Humanity is not waiting helplessly for disaster. A former Apollo astronaut,
Russell Schweickart, studied the issue. "We have the technical
capability today to slightly reshape the solar system to enhance human
survival," he said.
Survival starts with detection. NASA will complete a congressionally mandated
survey of near-Earth objects greater than 1 kilometer by 2008. It plans
to propose a survey of objects down to 140 meters.
If NASA finds an asteroid headed toward us, what then? One suggestion
is to nuke it.
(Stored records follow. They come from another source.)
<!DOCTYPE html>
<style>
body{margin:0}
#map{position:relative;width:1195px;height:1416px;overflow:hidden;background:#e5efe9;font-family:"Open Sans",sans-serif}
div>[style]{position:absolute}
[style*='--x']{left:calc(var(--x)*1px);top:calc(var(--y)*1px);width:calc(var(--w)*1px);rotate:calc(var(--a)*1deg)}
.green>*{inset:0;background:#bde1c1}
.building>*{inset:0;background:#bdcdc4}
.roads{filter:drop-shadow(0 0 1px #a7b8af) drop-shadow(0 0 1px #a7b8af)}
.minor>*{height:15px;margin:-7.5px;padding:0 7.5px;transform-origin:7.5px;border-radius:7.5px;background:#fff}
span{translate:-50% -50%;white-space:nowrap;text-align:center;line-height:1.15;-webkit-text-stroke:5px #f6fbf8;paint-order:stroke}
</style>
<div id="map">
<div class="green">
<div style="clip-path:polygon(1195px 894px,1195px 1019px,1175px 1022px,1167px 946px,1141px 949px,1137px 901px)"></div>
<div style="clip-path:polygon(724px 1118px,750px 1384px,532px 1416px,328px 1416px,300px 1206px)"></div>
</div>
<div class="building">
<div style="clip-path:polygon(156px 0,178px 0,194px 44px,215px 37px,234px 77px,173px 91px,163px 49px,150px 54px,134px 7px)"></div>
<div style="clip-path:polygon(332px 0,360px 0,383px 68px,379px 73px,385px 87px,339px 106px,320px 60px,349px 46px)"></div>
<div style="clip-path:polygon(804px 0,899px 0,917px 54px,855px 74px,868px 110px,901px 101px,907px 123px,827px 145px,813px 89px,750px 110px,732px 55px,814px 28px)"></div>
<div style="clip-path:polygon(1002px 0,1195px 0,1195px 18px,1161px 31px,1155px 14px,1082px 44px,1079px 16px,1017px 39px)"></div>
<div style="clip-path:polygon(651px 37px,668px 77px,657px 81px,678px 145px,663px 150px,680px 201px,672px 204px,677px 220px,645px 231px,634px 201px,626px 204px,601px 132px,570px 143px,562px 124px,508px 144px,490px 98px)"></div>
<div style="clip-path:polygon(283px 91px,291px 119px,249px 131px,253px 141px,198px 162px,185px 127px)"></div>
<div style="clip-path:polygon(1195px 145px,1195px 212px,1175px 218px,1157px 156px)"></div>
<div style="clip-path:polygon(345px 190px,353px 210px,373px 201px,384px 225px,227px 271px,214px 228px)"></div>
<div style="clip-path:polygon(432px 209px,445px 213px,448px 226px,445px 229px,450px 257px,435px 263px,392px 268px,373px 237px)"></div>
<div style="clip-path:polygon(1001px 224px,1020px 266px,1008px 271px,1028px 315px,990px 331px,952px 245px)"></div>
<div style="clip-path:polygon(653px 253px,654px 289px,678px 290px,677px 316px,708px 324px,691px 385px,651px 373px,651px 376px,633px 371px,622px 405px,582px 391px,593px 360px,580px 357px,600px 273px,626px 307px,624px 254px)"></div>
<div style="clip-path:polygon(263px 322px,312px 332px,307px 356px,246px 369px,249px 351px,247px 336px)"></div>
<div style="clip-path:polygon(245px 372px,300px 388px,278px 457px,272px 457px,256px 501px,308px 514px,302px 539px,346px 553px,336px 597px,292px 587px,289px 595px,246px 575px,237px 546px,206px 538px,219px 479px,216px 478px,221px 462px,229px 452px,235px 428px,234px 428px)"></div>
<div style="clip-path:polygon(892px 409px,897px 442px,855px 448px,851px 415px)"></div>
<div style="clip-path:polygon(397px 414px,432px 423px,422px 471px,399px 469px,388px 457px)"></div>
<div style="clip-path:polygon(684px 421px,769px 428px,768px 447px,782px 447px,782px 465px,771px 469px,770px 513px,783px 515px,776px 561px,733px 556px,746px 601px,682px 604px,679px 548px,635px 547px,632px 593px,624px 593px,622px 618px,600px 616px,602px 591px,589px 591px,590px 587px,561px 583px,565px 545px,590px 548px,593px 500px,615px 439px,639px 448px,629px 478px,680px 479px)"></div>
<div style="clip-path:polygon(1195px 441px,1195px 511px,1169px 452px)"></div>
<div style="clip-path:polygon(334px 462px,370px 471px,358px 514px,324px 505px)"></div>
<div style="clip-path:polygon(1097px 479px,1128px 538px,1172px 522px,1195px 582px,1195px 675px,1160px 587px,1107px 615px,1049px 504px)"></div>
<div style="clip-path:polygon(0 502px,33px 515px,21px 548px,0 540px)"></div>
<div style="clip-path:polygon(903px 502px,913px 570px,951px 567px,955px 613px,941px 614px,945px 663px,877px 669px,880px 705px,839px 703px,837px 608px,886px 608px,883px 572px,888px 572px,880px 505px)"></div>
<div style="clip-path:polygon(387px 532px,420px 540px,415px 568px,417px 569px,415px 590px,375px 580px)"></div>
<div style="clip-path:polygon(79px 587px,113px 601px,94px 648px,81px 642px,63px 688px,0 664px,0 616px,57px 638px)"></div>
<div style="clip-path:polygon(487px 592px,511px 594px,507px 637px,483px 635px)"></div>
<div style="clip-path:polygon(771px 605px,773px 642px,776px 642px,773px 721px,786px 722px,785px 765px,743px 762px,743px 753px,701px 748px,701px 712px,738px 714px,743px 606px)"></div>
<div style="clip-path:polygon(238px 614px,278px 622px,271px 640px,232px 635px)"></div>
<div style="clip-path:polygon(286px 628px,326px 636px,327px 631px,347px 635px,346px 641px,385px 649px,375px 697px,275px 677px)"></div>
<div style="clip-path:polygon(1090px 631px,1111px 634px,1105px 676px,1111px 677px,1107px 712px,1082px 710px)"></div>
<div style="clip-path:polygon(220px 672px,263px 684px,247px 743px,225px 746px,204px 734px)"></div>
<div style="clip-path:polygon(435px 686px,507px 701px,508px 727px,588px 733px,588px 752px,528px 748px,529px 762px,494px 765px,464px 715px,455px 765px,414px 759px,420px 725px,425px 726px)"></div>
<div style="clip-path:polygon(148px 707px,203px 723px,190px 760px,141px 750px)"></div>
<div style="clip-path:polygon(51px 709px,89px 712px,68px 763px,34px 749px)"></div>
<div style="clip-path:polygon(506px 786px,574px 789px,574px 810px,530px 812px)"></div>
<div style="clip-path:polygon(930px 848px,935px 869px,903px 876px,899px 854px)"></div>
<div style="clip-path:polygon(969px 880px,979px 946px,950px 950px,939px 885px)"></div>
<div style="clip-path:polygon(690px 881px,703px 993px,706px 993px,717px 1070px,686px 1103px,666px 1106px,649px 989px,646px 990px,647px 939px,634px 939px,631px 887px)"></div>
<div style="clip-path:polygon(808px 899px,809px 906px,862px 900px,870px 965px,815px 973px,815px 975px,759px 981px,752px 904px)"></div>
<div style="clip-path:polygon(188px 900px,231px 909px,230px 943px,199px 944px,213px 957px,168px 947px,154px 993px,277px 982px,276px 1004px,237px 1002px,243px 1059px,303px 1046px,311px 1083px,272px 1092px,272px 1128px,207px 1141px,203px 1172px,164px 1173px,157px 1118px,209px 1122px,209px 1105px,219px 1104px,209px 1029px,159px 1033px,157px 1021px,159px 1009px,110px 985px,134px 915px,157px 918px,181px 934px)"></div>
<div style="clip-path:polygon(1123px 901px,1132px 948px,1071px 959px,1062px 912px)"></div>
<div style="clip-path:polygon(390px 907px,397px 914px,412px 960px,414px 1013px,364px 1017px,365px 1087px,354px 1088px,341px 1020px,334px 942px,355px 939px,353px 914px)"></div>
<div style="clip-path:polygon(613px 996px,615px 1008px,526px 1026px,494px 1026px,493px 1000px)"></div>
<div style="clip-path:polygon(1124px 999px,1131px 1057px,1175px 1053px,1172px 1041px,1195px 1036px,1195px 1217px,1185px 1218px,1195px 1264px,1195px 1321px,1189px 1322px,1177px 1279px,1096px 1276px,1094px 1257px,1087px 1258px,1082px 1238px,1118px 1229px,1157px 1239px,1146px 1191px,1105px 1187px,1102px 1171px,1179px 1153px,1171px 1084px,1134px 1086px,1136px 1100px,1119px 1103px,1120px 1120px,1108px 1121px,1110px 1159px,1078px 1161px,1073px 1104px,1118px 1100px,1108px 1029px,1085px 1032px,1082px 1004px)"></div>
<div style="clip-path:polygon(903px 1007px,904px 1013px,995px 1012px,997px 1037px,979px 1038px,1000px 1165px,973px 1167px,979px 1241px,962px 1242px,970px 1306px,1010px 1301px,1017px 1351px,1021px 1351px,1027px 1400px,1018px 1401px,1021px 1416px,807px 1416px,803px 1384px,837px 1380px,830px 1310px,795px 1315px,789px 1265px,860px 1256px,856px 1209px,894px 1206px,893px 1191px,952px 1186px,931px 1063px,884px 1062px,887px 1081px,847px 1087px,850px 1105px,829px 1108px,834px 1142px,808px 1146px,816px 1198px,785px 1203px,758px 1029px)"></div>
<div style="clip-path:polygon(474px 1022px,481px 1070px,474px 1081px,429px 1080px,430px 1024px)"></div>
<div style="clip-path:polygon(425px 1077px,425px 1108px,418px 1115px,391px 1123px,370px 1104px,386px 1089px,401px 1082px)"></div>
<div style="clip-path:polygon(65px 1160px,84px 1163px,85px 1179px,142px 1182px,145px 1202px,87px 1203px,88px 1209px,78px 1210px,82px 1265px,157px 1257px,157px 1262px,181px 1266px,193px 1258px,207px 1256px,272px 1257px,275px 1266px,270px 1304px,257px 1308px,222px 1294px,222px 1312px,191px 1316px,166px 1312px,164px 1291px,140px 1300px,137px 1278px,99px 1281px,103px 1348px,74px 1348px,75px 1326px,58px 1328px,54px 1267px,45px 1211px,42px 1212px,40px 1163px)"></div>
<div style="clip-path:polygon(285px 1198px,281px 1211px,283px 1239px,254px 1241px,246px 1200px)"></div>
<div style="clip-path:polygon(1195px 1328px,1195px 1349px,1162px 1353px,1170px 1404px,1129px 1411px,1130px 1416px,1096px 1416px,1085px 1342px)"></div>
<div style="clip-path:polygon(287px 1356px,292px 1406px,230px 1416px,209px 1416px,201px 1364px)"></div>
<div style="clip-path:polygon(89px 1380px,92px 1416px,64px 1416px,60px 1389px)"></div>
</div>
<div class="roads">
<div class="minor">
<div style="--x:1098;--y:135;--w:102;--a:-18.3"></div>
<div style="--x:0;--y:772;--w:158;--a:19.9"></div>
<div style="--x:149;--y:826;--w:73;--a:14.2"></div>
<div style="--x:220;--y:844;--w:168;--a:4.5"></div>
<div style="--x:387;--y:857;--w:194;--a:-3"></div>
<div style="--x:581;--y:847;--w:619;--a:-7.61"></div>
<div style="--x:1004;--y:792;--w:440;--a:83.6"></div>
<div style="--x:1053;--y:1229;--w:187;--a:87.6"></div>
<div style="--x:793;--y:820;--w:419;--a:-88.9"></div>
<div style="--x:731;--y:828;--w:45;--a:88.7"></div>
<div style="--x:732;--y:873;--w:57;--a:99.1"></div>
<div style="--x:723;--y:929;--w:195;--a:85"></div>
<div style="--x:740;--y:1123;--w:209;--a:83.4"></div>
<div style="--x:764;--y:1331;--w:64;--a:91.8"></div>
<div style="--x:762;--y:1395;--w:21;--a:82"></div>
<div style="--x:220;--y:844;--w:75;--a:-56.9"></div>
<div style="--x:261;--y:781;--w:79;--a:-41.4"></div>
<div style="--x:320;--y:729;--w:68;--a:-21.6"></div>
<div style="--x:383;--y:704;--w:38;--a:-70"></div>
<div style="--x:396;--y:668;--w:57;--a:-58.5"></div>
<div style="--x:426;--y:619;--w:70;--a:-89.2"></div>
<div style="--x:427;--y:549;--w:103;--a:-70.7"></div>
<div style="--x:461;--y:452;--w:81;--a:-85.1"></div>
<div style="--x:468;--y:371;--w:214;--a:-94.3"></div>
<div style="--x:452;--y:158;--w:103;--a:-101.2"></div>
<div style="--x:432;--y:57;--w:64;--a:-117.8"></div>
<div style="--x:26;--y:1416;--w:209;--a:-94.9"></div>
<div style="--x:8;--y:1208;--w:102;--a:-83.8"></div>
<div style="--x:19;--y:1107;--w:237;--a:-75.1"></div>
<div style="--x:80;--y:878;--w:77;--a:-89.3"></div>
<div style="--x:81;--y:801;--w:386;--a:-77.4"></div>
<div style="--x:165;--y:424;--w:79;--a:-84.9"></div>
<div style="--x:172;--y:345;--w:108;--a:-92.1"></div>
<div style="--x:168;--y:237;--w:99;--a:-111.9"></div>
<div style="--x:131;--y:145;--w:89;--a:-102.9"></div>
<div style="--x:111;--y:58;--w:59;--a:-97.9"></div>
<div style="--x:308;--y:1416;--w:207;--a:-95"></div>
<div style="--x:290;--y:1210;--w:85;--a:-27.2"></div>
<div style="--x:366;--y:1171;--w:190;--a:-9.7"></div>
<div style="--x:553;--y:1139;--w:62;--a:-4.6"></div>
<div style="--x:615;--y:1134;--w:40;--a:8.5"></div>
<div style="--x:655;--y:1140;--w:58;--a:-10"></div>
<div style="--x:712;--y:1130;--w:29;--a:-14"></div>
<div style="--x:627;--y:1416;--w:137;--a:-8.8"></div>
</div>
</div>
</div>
A large nuclear weapon could vaporize a small asteroid.
But it might only fracture a large asteroid into hundreds or thousands
of large, dangerous, and hard-to-track missiles aimed at Earth.
Others suggest crashing a satellite into an asteroid to shove it off course.
Done early enough, a small nudge could push an asteroid's trajectory
millions of kilometers away from Earth.
Yet impacts pose problems. "Most asteroids are poorly held together
collections of rocks, pebbles, and boulders," said another NASA
astronaut, Edward Lu. "The energy of a 500-kilogram spacecraft
moving at 5 kilometers per second is about 100 times greater than the
gravitational energy binding Apophis together." An impact could
fracture the asteroid, leaving large fragments headed toward Earth.
Instead, Lu and fellow astronaut Stanley Love propose a gravity tractor.
This is a small satellite that would use flared jets to hover above an
asteroid. The gravitational attraction between the two bodies would give
the asteroid the smallest of nudges into a safe orbit. Yet Lu readily
admits that gravity tractors might not work with larger asteroids.
So how do we deal with an on-rushing asteroid? According to David Morrison,
a senior scientist at NASA's Astrobiology Institute, "There's no consensus
at all. There has been no developmental work on any of these ideas, and
a consensus could take decades to develop."
Meanwhile, the clock is ticking. Even decades of advance notice offer
little time to prepare. According to Morrison, it might take five years
to develop a vehicle, five or more years to find a launch window to deliver
it to the asteroid, and years or even decades for a gravity tractor to
move a large asteroid.
Yet Morrison remains optimistic: "If we have 50 years of warning,
people will find a way to build up our capabilities."